Saved entries:
--*--

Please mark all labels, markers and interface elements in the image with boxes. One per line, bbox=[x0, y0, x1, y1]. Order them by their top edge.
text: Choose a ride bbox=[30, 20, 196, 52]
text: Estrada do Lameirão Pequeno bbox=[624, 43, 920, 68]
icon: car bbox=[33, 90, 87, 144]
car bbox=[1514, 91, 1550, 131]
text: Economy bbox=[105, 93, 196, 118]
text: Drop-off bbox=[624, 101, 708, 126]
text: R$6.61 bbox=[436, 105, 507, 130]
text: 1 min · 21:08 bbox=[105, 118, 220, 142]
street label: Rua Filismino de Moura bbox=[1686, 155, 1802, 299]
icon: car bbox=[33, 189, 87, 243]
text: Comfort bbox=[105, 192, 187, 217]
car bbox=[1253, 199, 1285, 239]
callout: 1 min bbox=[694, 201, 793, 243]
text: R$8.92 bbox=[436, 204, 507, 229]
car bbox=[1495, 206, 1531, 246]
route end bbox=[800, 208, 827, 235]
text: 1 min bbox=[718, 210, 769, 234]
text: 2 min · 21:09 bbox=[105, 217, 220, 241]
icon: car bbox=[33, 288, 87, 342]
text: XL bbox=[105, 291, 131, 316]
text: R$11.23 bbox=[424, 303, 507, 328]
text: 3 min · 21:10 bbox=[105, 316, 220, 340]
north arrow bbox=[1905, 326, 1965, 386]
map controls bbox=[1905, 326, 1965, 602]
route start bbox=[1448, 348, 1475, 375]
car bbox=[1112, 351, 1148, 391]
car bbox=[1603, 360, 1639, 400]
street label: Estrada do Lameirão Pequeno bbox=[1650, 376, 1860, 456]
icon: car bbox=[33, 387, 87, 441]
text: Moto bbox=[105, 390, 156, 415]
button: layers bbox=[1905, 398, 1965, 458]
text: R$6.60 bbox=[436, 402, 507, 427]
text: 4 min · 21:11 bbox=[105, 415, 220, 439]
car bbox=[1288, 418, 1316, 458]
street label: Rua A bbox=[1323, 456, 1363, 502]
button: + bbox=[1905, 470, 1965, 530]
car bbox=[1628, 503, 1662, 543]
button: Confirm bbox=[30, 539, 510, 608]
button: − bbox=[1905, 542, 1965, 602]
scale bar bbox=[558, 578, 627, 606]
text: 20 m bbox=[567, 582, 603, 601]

--*--

### How to complete this task
Please determine the number of lines in the records above that include the string "route", and answer with that number only.

### Reply
2